Altro errore grave fu la sottovalutazione del fattore tempo. Mentre in consiglio comunale si discuteva, il degrado espugnava l’area di via Grandi. Fino a diventarne il padrone assoluto. Insieme con i disperati in cerca di un tetto sotto il quale tentare di sopravvivere.
Terzo errore. La rincorsa ai sogni. Degli altri. Di fronte alla quasi totale assenza di idee proprie, i governi della città si sono baloccati nel promuovere o bocciare faraonici progetti di ogni tipo: dall’acquario da 10 milioni di euro alla cittadella dei servizi, all’incubatore di imprese hi-tech. E via ipotizzando.

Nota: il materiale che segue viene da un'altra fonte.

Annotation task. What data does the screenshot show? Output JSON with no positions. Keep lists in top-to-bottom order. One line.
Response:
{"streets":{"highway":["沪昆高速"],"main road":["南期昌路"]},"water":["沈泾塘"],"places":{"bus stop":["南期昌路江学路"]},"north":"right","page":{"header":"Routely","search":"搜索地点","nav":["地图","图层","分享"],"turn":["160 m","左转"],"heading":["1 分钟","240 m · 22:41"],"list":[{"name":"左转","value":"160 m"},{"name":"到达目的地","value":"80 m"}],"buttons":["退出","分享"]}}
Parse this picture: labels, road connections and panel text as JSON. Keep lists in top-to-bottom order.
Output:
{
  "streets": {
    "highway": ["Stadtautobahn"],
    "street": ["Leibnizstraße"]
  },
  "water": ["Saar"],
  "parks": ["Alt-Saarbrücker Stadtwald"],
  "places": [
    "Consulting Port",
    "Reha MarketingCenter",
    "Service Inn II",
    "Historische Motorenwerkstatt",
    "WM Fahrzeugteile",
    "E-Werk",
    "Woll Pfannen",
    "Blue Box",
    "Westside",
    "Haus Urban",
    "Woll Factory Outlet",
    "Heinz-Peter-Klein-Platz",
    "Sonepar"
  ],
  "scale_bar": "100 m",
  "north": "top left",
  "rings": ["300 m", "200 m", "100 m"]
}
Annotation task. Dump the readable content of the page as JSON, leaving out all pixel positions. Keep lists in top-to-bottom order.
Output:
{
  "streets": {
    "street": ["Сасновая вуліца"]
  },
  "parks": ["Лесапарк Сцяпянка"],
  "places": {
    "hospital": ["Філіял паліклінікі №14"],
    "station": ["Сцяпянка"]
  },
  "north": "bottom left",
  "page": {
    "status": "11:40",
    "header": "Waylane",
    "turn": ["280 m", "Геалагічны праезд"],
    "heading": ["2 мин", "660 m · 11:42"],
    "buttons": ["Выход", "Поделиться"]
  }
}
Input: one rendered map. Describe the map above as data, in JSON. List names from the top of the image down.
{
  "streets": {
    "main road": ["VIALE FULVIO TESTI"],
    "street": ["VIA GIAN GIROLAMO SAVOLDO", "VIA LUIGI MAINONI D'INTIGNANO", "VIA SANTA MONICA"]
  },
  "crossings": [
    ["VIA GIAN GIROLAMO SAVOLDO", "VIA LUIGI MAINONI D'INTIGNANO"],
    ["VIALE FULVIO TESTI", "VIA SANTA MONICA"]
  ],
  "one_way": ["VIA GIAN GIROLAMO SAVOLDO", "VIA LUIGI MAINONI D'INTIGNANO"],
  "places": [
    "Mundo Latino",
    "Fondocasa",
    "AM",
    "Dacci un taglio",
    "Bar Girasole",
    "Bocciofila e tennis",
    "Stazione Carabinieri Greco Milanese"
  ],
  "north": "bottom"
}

Uno stillicidio di ipotesi fantasiose rimaste, com’era ovvio e facile da prevedere, solo e soltanto sulla carta. In tempi più recenti, dopo la coraggiosa decisione di uccidere il mostro – abbattendolo – un altro sbaglio è stato ancorare il futuro di via Grandi a un bando internazionale, anch’esso eccessivamente gigantista. Una gabbia dalla quale oggi è difficilissimo uscire. Nell’elenco degli errori non si può non mettere la decisione di procedere comunque alla bonifica dell’area in funzione di una riqualificazione residenziale. La spesa si è rivelata folle. Il risultato incerto. E così, dopo aver tirato fuori 5,5 milioni di euro, l’auspicata ipotesi di tornare al parcheggio appare assurda.